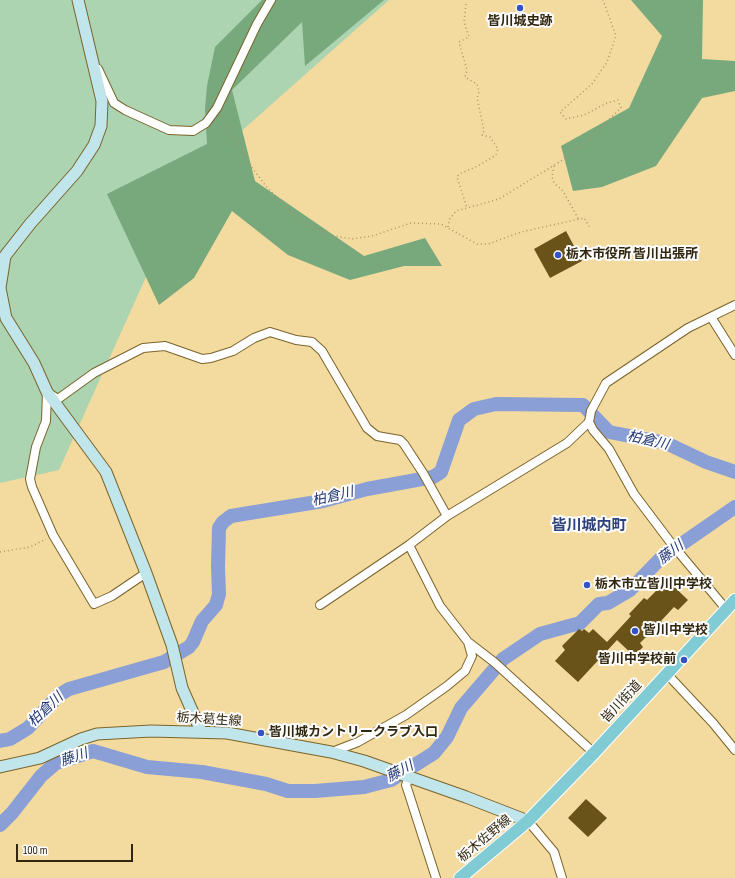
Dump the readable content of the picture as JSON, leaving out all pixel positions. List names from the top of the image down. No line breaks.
{"streets":{"main road":["皆川街道","栃木佐野線"],"street":["栃木葛生線"]},"crossings":[["皆川街道","栃木葛生線"],["皆川街道","栃木佐野線"],["栃木葛生線","栃木佐野線"]],"districts":["皆川城内町"],"water":["柏倉川","藤川"],"places":["皆川城史跡","栃木市役所 皆川出張所","栃木市立皆川中学校","皆川中学校","皆川中学校前","皆川城カントリークラブ入口"],"scale_bar":"100 m"}
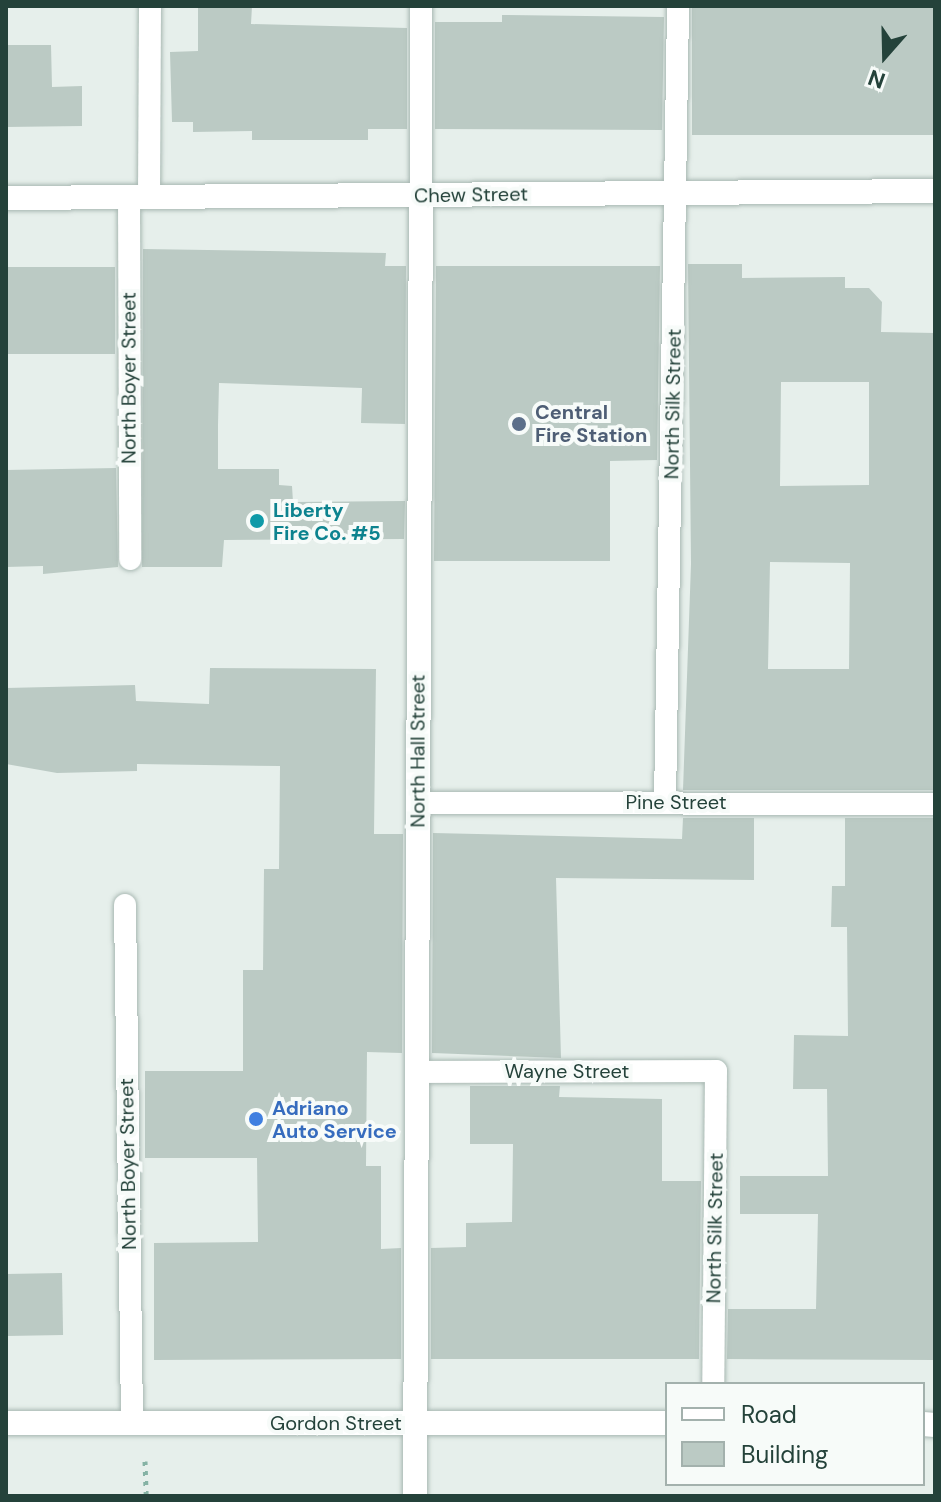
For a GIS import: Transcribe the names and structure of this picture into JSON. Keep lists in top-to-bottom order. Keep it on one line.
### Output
{"streets":{"street":["Chew Street","North Hall Street","Gordon Street"],"lane":["North Boyer Street","North Silk Street","Pine Street","Wayne Street"]},"crossings":[["Chew Street","North Boyer Street"],["Chew Street","North Silk Street"],["Chew Street","North Hall Street"],["North Boyer Street","Gordon Street"],["North Silk Street","Pine Street"],["North Silk Street","Wayne Street"],["North Hall Street","Pine Street"],["North Hall Street","Wayne Street"],["North Hall Street","Gordon Street"]],"places":["Central Fire Station","Liberty Fire Co. #5","Adriano Auto Service"],"legend":["Road","Building"],"north":"bottom"}
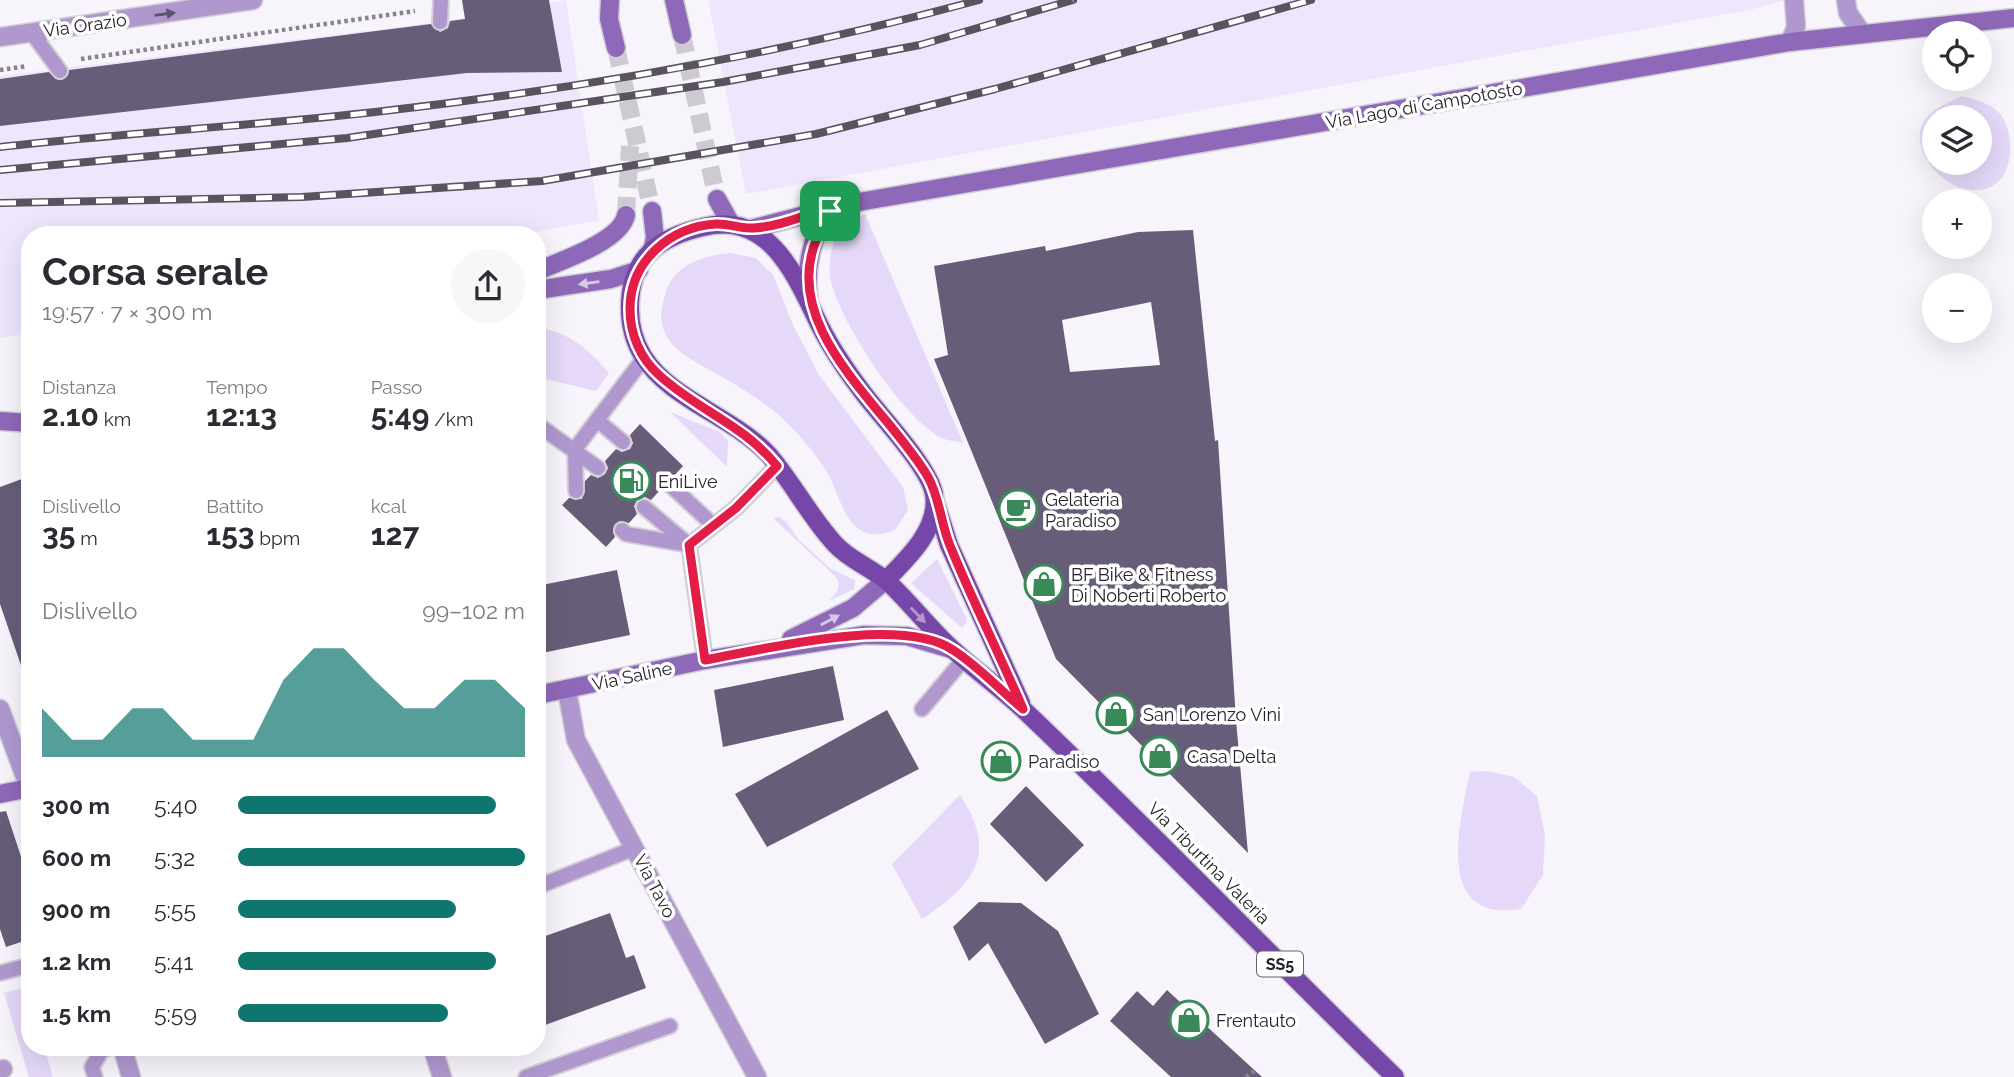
☆ ☆ ☆ ☆ ☆ ☆ ☆
Work to complete: Please repeat the listing above word for word, with the pictures removed.

Written answer:
Dump the readable content of the picture as JSON, leaving out all pixel positions. List names from the top of the image down. No line breaks.
{"streets":{"main road":["皆川街道","栃木佐野線"],"street":["栃木葛生線"]},"crossings":[["皆川街道","栃木葛生線"],["皆川街道","栃木佐野線"],["栃木葛生線","栃木佐野線"]],"districts":["皆川城内町"],"water":["柏倉川","藤川"],"places":["皆川城史跡","栃木市役所 皆川出張所","栃木市立皆川中学校","皆川中学校","皆川中学校前","皆川城カントリークラブ入口"],"scale_bar":"100 m"}
For a GIS import: Transcribe the names and structure of this picture into JSON. Keep lists in top-to-bottom order. Keep it on one line.
### Output
{"streets":{"street":["Chew Street","North Hall Street","Gordon Street"],"lane":["North Boyer Street","North Silk Street","Pine Street","Wayne Street"]},"crossings":[["Chew Street","North Boyer Street"],["Chew Street","North Silk Street"],["Chew Street","North Hall Street"],["North Boyer Street","Gordon Street"],["North Silk Street","Pine Street"],["North Silk Street","Wayne Street"],["North Hall Street","Pine Street"],["North Hall Street","Wayne Street"],["North Hall Street","Gordon Street"]],"places":["Central Fire Station","Liberty Fire Co. #5","Adriano Auto Service"],"legend":["Road","Building"],"north":"bottom"}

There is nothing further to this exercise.